Dommage qu'au théâtre, les sièges soient comptés. On souhaiterait à tout le monde, adultes, adolescents, enfants, grands-parents, de pouvoir s'asseoir et écouter « Oscar et la dame rose », d'Eric-Emmanuel Schmitt, tel qu'il résonne dans la voix et dans le corps de la comédienne Jacqueline Bir. Ce spectacle, propulsé par l'Adac en Wallonie et à Bruxelles, est de ceux qui ne s'oublient jamais, parce qu'on en sort bouleversé, réjoui, ému, enrichi - en un mot : plus sage, peut-être.
Il fallait de l'audace pour porter à la scène ce roman épistolaire. Jacqueline Bir elle-même en tremblait : J'ai une trouille bleue, ce livre est tellement important pour les gens !, confiait-elle lors des répétitions (le « MAD » du 6 octobre). Enorme succès en librairie, trésor pour la plupart de ses lecteurs, « Oscar et la dame rose » est en effet une sorte de viatique que l'on se prête précieusement, l'espoir au coeur.

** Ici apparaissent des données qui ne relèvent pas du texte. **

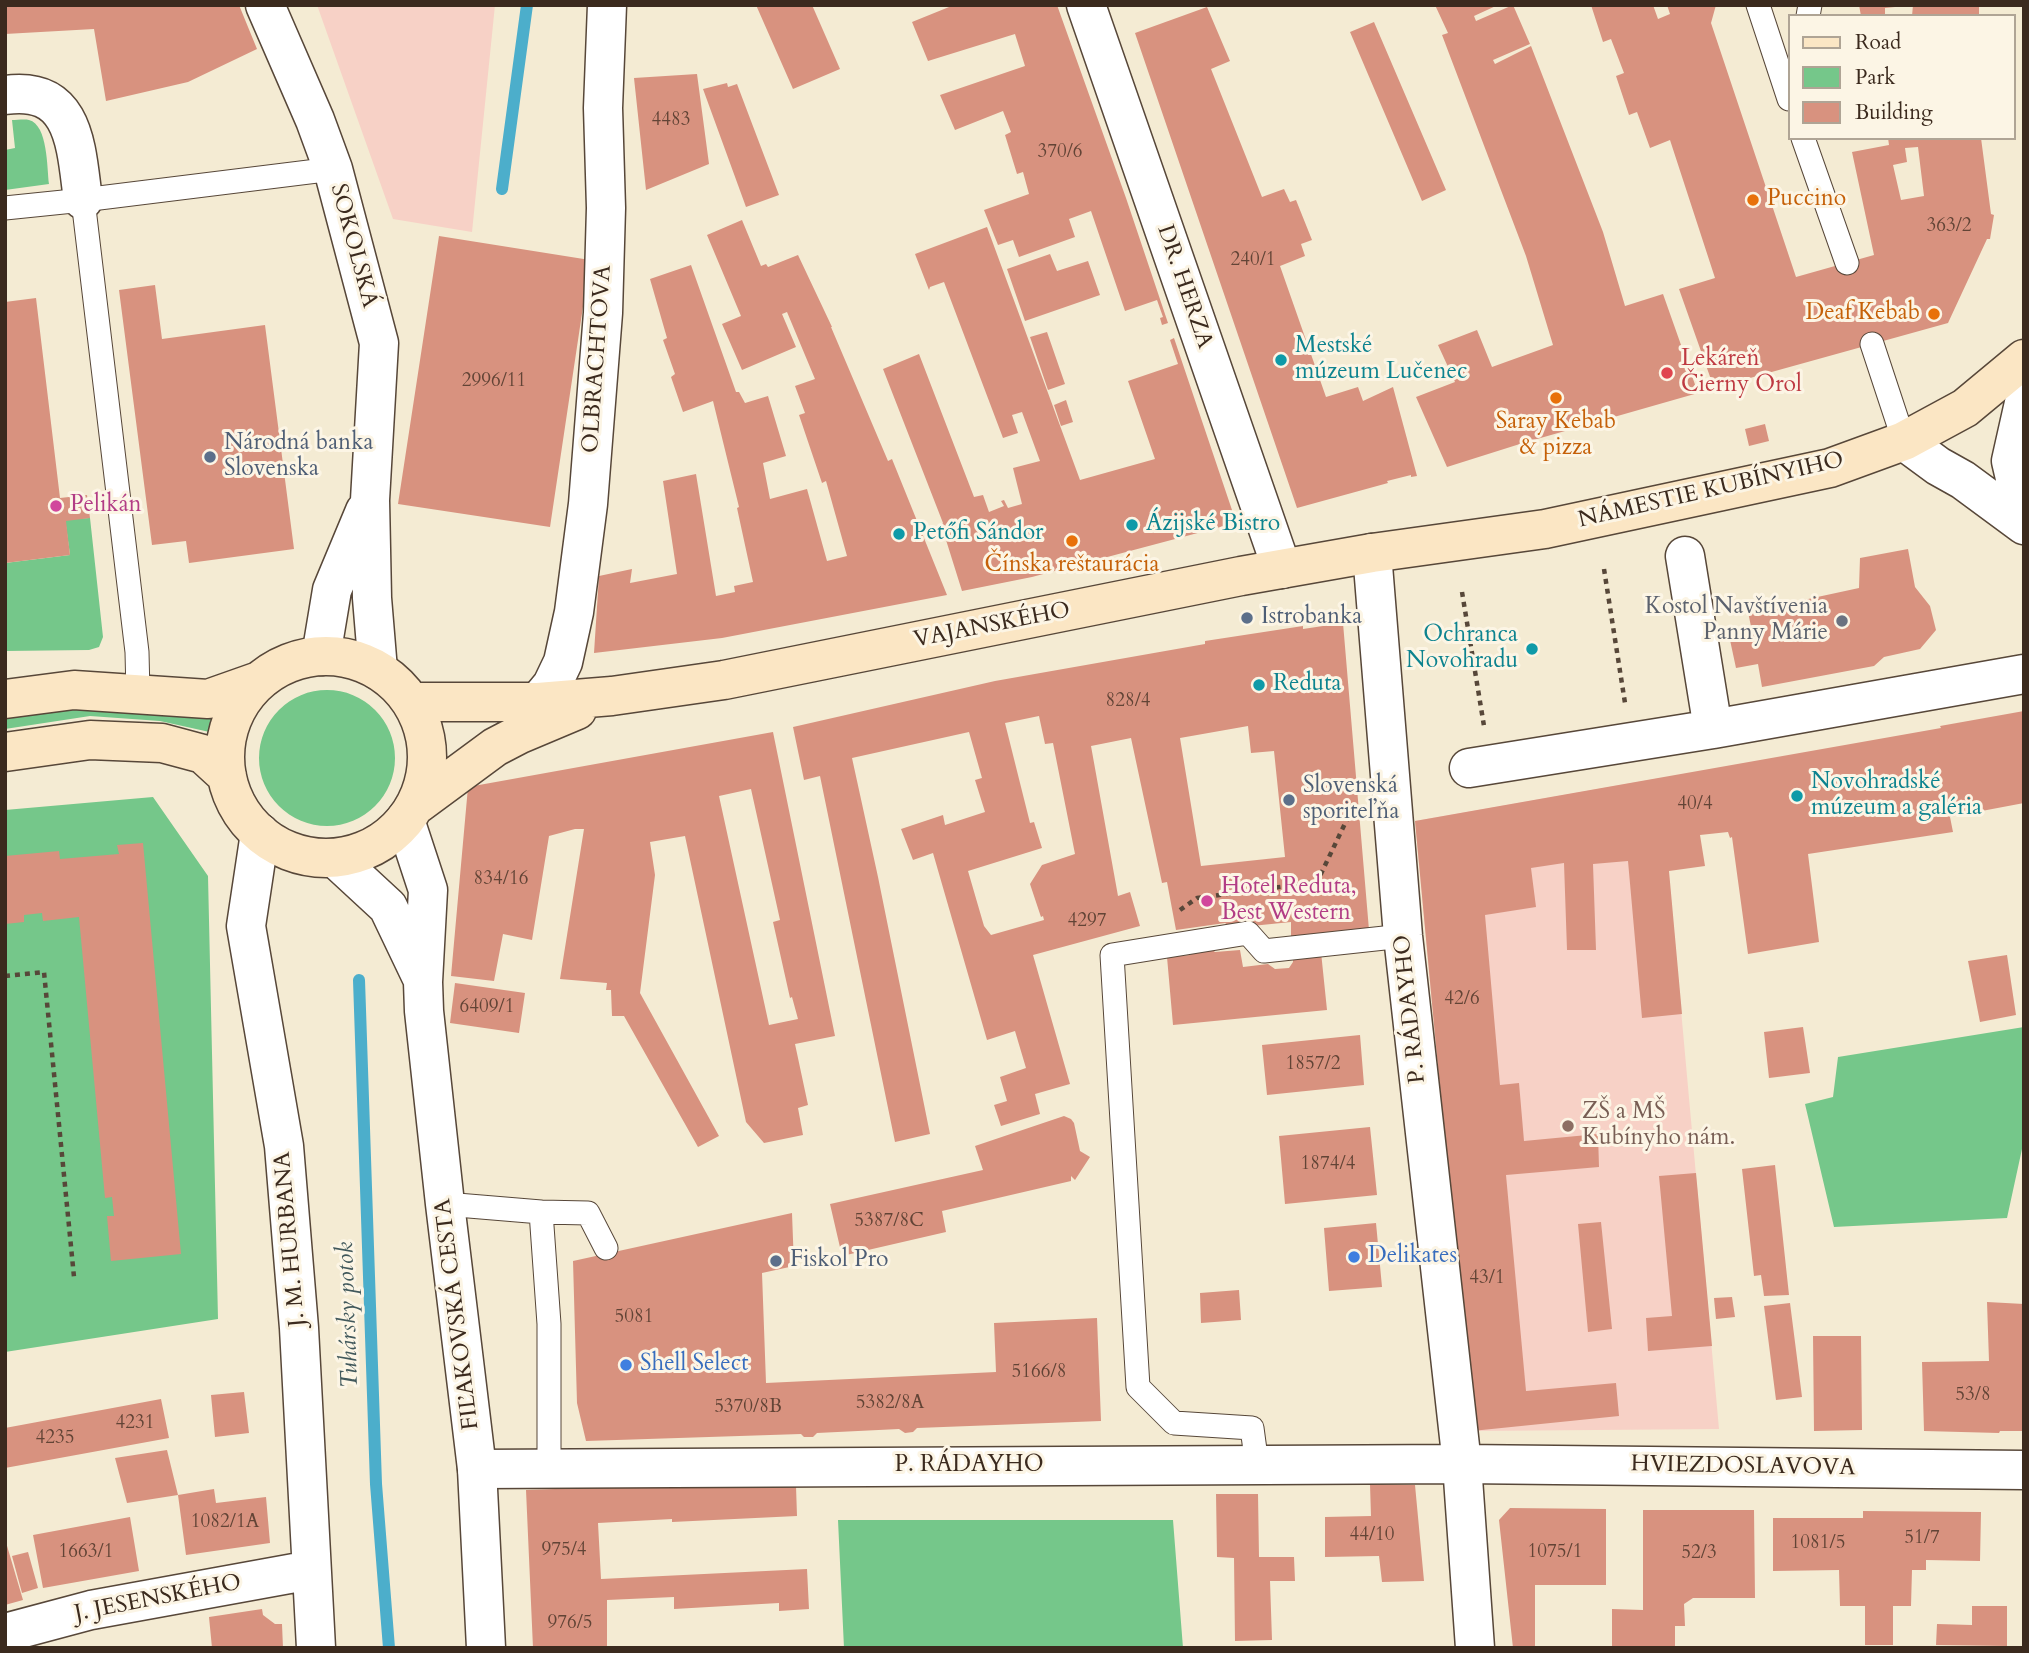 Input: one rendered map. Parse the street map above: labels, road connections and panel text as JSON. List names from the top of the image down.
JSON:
{
  "streets": {
    "main road": ["NÁMESTIE KUBÍNYIHO", "VAJANSKÉHO"],
    "street": [
      "SOKOLSKÁ",
      "DR. HERZA",
      "OLBRACHTOVA",
      "P. RÁDAYHO",
      "J. M. HURBANA",
      "FIĽAKOVSKÁ CESTA",
      "HVIEZDOSLAVOVA",
      "J. JESENSKÉHO"
    ]
  },
  "crossings": [
    ["SOKOLSKÁ", "VAJANSKÉHO"],
    ["SOKOLSKÁ", "J. M. HURBANA"],
    ["SOKOLSKÁ", "FIĽAKOVSKÁ CESTA"],
    ["DR. HERZA", "VAJANSKÉHO"],
    ["OLBRACHTOVA", "VAJANSKÉHO"],
    ["NÁMESTIE KUBÍNYIHO", "VAJANSKÉHO"],
    ["NÁMESTIE KUBÍNYIHO", "P. RÁDAYHO"],
    ["VAJANSKÉHO", "P. RÁDAYHO"],
    ["VAJANSKÉHO", "J. M. HURBANA"],
    ["VAJANSKÉHO", "FIĽAKOVSKÁ CESTA"],
    ["P. RÁDAYHO", "FIĽAKOVSKÁ CESTA"],
    ["P. RÁDAYHO", "HVIEZDOSLAVOVA"],
    ["J. M. HURBANA", "FIĽAKOVSKÁ CESTA"],
    ["J. M. HURBANA", "J. JESENSKÉHO"]
  ],
  "water": ["Tuhársky potok"],
  "places": [
    "Puccino",
    "Deaf Kebab",
    "Mestské múzeum Lučenec",
    "Lekáreň Čierny Orol",
    "Saray Kebab & pizza",
    "Národná banka Slovenska",
    "Pelikán",
    "Ázijské Bistro",
    "Petőfi Sándor",
    "Čínska reštaurácia",
    "Istrobanka",
    "Kostol Navštívenia Panny Márie",
    "Ochranca Novohradu",
    "Reduta",
    "Novohradské múzeum a galéria",
    "Slovenská sporiteľňa",
    "Hotel Reduta, Best Western",
    "ZŠ a MŠ Kubínyho nám.",
    "Delikates",
    "Fiskol Pro",
    "Shell Select"
  ],
  "house_numbers": [
    "4483",
    "370/6",
    "363/2",
    "240/1",
    "2996/11",
    "828/4",
    "40/4",
    "834/16",
    "4297",
    "42/6",
    "6409/1",
    "1857/2",
    "1874/4",
    "5387/8C",
    "43/1",
    "5081",
    "5166/8",
    "53/8",
    "5382/8A",
    "5370/8B",
    "4231",
    "4235",
    "1082/1A",
    "44/10",
    "51/7",
    "1081/5",
    "975/4",
    "1663/1",
    "1075/1",
    "52/3",
    "976/5"
  ],
  "legend": ["Road", "Park", "Building"]
}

Dans la salle du Théâtre de Namur, que l'on ait lu le livre ou non, l'attente paraît énorme. La foule aussi : rarement le théâtre a-t-il été aussi plein. Il y a toujours une part de spectateurs qui réservent, puis ne viennent pas, nous avait-on avoué à la billetterie. Cette fois-ci, même eux sont là ! Le talent de Jacqueline Bir sera de leur répondre avec tout ce qui constitue une actrice : ses forces, ses faiblesses, sa sensibilité.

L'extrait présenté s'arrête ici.